For each line below with the word "butt", write out a copy.

──────

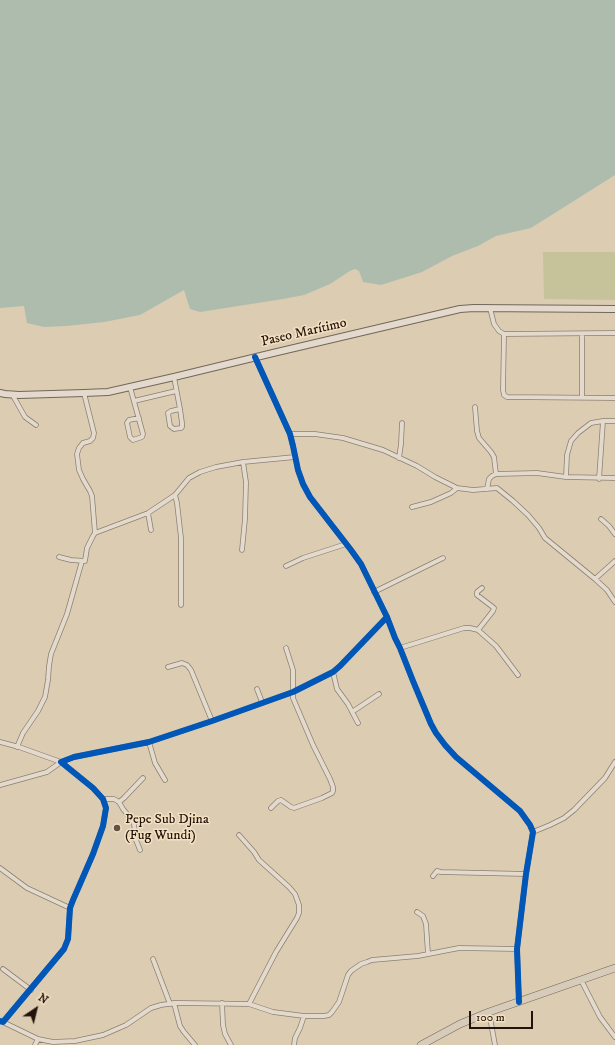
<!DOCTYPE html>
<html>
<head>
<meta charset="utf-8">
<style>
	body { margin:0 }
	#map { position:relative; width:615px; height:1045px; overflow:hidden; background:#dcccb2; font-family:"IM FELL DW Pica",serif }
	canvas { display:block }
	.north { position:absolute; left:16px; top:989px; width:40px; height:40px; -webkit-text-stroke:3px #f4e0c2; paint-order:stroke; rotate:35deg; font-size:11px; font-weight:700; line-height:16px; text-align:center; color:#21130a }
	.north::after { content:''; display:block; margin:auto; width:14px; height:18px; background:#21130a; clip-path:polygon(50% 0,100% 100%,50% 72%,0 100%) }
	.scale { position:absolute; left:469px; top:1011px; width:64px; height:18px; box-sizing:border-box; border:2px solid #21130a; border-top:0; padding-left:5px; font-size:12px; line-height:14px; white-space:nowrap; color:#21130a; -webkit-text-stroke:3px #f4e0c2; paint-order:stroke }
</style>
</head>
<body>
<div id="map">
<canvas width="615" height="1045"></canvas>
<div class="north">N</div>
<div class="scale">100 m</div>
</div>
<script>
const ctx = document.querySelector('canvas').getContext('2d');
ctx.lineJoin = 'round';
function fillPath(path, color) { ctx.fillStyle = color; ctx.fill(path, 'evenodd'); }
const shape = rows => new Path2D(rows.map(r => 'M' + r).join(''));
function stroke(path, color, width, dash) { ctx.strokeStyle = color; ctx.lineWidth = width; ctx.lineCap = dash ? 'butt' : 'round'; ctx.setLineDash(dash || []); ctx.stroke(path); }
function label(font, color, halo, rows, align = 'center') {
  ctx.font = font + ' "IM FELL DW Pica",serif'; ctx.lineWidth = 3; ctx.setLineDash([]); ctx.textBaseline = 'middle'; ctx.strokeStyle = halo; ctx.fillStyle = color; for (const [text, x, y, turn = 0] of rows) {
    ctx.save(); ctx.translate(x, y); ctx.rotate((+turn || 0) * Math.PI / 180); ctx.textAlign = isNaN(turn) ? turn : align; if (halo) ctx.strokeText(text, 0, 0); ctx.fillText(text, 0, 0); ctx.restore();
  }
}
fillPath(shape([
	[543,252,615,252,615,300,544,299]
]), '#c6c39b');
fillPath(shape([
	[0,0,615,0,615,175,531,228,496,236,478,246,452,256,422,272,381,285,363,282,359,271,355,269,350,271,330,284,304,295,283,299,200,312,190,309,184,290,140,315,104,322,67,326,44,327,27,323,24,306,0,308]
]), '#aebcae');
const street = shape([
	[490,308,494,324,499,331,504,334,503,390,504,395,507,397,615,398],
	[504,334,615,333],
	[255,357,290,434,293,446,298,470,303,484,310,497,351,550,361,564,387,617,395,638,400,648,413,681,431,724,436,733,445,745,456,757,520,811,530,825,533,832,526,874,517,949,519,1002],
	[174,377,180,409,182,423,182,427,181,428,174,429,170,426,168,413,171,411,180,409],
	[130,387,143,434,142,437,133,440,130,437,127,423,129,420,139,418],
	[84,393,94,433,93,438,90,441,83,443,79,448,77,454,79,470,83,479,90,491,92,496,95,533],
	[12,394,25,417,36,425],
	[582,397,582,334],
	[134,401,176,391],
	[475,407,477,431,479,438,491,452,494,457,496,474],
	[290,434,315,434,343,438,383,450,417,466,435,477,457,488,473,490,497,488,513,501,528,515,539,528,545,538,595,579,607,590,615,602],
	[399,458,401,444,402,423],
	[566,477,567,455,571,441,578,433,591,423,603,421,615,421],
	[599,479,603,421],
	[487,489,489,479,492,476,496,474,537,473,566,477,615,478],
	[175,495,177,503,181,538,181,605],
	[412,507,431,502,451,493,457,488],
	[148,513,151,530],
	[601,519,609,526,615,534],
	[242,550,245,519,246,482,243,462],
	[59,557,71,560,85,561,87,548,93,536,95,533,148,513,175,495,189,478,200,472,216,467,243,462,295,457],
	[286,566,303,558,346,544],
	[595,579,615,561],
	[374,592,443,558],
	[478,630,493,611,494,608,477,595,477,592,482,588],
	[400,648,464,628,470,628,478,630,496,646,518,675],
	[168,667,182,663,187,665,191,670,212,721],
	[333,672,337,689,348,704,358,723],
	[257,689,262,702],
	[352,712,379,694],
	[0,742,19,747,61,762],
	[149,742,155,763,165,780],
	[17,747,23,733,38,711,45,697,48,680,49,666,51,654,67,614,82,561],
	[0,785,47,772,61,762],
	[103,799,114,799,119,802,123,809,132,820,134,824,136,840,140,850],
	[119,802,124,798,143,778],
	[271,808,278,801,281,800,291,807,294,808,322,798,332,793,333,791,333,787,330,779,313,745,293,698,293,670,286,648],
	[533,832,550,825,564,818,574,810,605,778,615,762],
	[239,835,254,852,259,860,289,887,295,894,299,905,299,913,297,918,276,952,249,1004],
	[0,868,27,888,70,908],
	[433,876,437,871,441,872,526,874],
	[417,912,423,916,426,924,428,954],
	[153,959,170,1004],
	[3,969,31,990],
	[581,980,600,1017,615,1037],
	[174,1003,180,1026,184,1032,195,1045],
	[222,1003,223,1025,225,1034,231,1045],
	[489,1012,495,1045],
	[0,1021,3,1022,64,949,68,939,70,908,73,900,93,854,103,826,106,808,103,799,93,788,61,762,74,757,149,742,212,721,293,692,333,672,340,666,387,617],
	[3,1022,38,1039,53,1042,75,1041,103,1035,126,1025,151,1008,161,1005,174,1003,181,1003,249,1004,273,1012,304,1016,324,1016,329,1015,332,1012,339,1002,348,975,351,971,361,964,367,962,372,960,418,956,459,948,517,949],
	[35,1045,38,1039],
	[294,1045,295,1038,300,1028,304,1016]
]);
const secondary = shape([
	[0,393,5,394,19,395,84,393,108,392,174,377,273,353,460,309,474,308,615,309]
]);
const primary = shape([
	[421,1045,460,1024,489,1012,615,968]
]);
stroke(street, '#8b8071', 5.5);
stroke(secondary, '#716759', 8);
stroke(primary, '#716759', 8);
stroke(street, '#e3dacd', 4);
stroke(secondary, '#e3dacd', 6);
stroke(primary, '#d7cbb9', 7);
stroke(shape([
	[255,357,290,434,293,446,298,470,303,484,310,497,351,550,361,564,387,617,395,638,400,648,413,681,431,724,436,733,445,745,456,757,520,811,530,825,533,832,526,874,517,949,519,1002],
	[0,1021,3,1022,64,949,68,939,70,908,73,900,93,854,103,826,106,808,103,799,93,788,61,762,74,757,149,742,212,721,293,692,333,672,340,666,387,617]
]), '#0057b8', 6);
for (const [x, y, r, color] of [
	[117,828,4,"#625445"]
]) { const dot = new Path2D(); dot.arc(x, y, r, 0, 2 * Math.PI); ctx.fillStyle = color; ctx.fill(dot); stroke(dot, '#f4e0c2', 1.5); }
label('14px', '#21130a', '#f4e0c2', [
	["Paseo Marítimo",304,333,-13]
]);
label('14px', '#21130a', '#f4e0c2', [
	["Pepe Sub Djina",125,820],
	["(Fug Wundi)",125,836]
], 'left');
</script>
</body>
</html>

──────

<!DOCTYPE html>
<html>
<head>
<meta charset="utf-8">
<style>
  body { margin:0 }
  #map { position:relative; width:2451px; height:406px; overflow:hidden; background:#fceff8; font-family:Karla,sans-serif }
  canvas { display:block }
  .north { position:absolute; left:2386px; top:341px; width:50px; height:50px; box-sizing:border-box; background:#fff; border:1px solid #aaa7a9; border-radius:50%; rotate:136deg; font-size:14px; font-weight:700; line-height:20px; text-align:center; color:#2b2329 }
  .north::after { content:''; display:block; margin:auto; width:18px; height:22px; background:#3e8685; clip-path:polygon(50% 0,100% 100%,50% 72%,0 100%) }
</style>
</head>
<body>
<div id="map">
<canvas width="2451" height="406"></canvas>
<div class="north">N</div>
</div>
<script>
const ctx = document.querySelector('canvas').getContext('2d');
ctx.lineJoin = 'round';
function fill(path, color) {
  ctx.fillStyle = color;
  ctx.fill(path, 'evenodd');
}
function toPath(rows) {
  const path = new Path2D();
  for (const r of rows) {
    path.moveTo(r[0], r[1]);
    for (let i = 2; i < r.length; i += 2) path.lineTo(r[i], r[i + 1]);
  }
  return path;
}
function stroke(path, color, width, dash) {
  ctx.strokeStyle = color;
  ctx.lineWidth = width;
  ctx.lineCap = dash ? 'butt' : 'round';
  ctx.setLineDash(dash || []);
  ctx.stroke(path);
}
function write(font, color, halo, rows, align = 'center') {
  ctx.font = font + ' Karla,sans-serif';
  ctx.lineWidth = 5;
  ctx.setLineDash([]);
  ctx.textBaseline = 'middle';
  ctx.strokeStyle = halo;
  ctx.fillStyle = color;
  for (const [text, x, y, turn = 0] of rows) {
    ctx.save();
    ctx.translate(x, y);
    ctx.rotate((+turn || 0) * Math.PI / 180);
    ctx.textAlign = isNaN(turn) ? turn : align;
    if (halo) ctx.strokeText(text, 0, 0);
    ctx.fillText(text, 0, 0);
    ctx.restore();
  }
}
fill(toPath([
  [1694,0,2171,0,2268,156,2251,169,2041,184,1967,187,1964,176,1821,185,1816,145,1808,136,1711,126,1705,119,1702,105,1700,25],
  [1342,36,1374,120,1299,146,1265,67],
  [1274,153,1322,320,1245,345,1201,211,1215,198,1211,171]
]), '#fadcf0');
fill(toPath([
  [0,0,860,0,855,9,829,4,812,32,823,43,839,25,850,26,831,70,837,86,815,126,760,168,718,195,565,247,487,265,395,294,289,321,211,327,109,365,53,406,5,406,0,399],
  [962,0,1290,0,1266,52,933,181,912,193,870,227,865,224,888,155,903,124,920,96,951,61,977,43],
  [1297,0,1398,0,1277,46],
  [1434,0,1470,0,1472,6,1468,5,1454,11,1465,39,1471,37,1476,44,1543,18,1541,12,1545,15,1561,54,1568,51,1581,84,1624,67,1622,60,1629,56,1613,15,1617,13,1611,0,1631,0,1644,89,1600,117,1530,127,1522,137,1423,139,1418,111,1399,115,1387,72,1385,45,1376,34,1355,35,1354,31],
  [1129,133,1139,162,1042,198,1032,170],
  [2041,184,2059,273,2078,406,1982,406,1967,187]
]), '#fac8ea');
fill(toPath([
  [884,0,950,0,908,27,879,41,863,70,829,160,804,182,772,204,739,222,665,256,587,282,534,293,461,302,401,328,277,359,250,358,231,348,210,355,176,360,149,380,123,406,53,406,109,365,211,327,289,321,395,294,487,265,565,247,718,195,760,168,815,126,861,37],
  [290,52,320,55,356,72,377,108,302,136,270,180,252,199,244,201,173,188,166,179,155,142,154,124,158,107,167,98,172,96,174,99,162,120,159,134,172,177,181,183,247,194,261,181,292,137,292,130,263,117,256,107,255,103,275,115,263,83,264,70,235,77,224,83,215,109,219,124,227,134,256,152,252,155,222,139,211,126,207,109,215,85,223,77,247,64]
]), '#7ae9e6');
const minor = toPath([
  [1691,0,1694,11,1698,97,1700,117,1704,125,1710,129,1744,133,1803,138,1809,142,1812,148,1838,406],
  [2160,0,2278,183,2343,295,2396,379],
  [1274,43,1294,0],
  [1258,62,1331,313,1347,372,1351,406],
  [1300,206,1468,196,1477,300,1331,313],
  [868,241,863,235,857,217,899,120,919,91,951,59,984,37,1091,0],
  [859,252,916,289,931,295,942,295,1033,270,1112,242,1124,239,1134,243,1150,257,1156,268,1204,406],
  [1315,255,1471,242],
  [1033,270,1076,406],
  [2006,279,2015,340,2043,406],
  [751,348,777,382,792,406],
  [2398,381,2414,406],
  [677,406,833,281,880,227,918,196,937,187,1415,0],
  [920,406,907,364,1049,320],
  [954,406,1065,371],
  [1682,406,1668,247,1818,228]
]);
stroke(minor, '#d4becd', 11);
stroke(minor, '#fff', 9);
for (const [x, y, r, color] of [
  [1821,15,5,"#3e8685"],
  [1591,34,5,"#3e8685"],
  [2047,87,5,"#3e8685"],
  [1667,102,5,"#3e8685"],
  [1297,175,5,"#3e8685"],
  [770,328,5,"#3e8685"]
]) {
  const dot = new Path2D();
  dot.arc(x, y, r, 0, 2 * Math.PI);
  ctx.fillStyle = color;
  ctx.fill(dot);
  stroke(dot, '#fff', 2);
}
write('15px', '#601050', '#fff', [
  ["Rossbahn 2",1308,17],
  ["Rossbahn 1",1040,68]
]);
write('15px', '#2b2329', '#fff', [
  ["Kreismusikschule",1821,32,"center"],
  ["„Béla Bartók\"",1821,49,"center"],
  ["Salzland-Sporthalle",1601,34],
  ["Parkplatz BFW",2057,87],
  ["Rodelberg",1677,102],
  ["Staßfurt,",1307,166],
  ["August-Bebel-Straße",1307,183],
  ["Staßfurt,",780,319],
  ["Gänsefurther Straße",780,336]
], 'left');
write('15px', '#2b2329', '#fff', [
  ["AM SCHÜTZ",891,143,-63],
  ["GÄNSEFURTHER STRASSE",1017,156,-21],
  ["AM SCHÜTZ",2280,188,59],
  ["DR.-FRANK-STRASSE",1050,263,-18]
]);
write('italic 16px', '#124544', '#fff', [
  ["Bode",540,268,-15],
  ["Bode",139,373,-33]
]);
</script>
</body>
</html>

──────

_Written reply_
function stroke(path, color, width, dash) { ctx.strokeStyle = color; ctx.lineWidth = width; ctx.lineCap = dash ? 'butt' : 'round'; ctx.setLineDash(dash || []); ctx.stroke(path); }
  ctx.lineCap = dash ? 'butt' : 'round';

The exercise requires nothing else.